_DIRECTIONS FOR THIS TASK_
Your answer should consist of each line below that includes the word "JSON".

_DATA PROVIDED_
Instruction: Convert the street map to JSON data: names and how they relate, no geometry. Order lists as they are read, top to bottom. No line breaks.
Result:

---

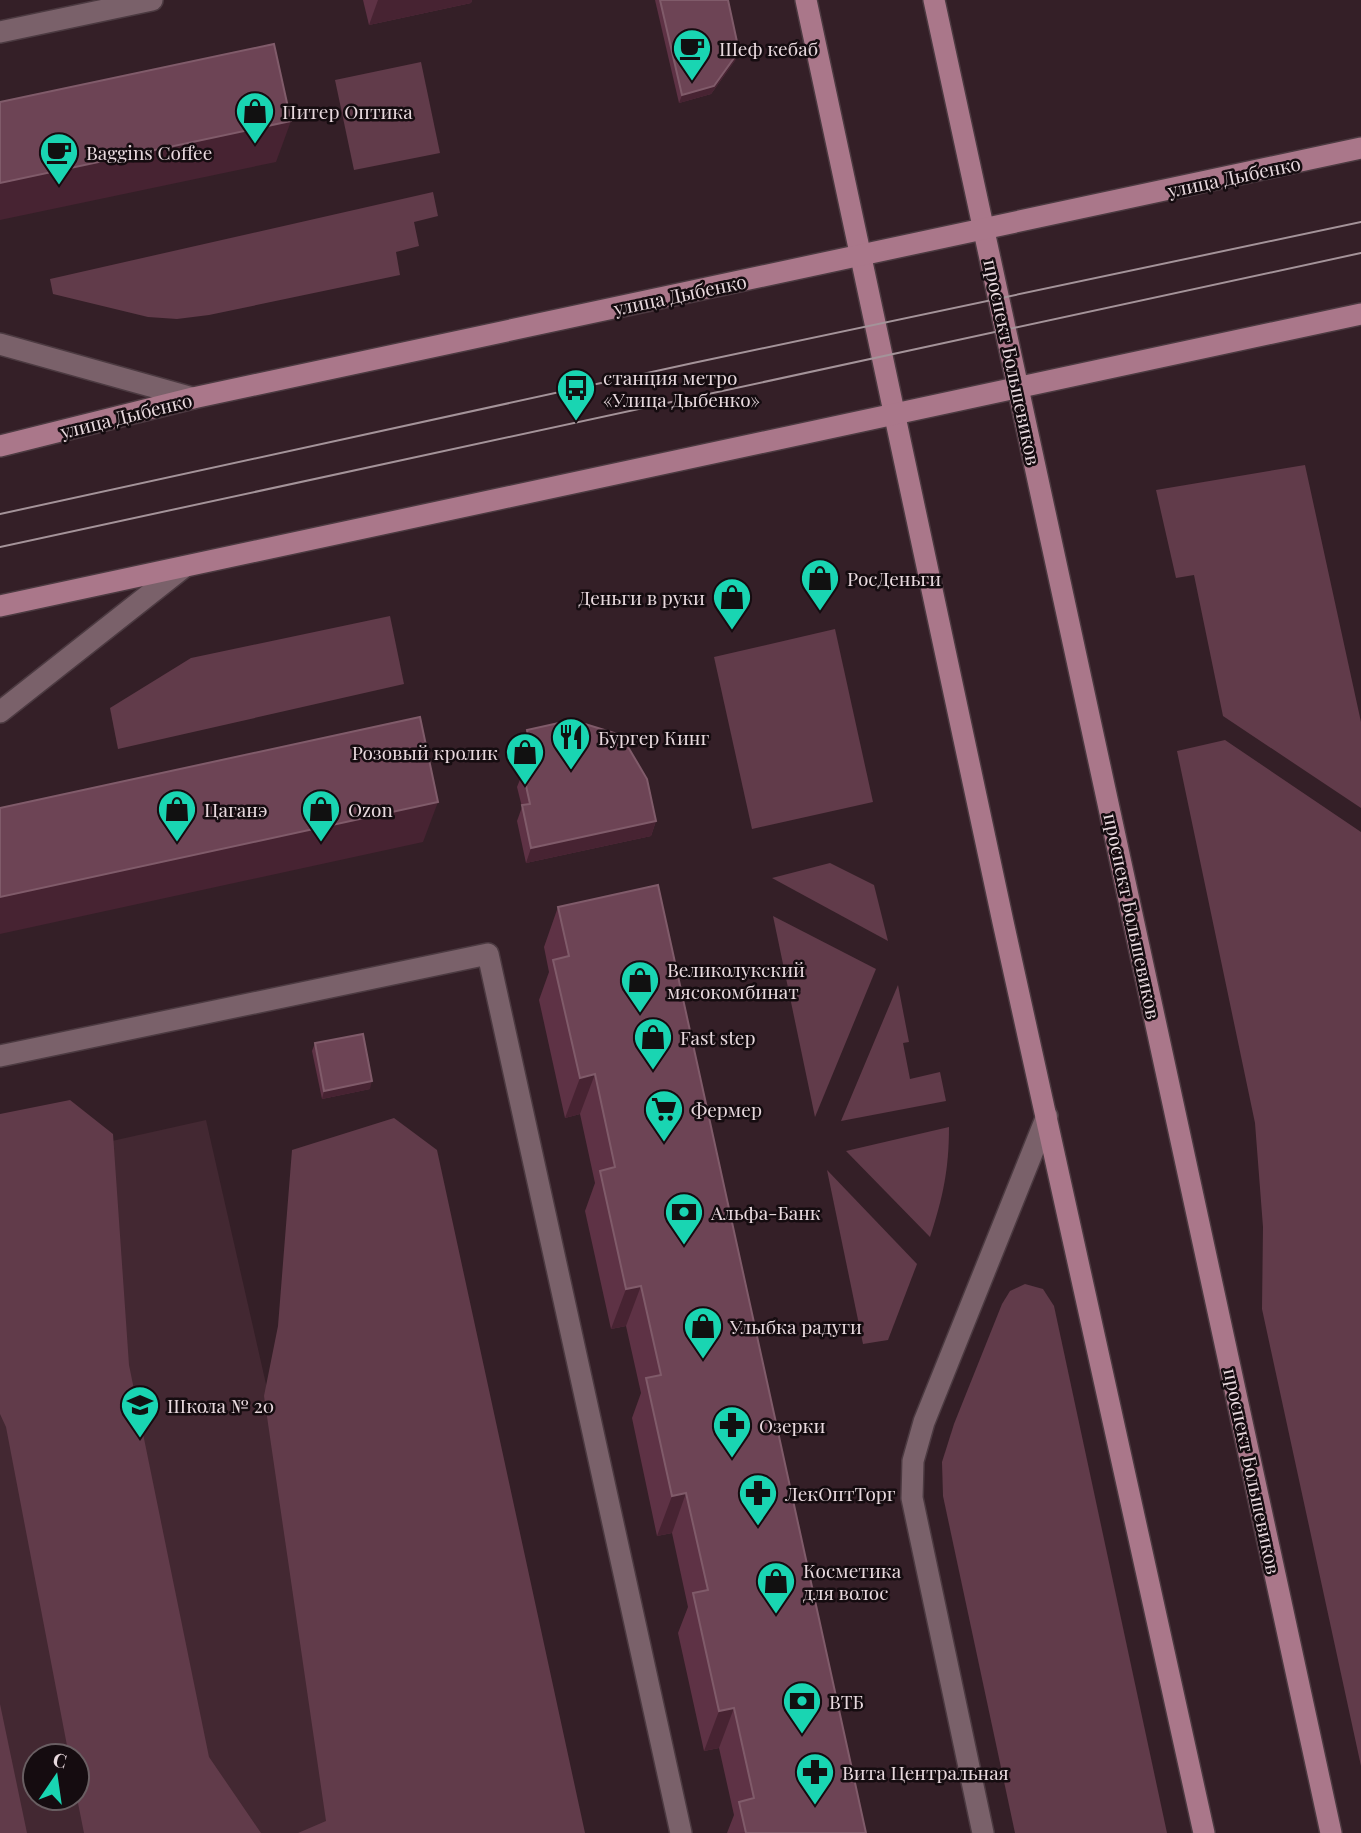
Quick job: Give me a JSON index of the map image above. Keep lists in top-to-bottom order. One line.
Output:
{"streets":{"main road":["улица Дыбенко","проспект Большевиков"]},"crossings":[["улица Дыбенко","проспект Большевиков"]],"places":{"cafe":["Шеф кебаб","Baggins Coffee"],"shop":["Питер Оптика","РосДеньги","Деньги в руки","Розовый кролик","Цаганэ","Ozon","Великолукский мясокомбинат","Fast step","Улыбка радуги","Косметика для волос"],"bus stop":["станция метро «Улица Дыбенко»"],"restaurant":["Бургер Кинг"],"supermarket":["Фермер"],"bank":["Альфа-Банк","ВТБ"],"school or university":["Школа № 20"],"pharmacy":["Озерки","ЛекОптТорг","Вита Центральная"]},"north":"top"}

_TASK RESPONSE_
Instruction: Convert the street map to JSON data: names and how they relate, no geometry. Order lists as they are read, top to bottom. No line breaks.
Quick job: Give me a JSON index of the map image above. Keep lists in top-to-bottom order. One line.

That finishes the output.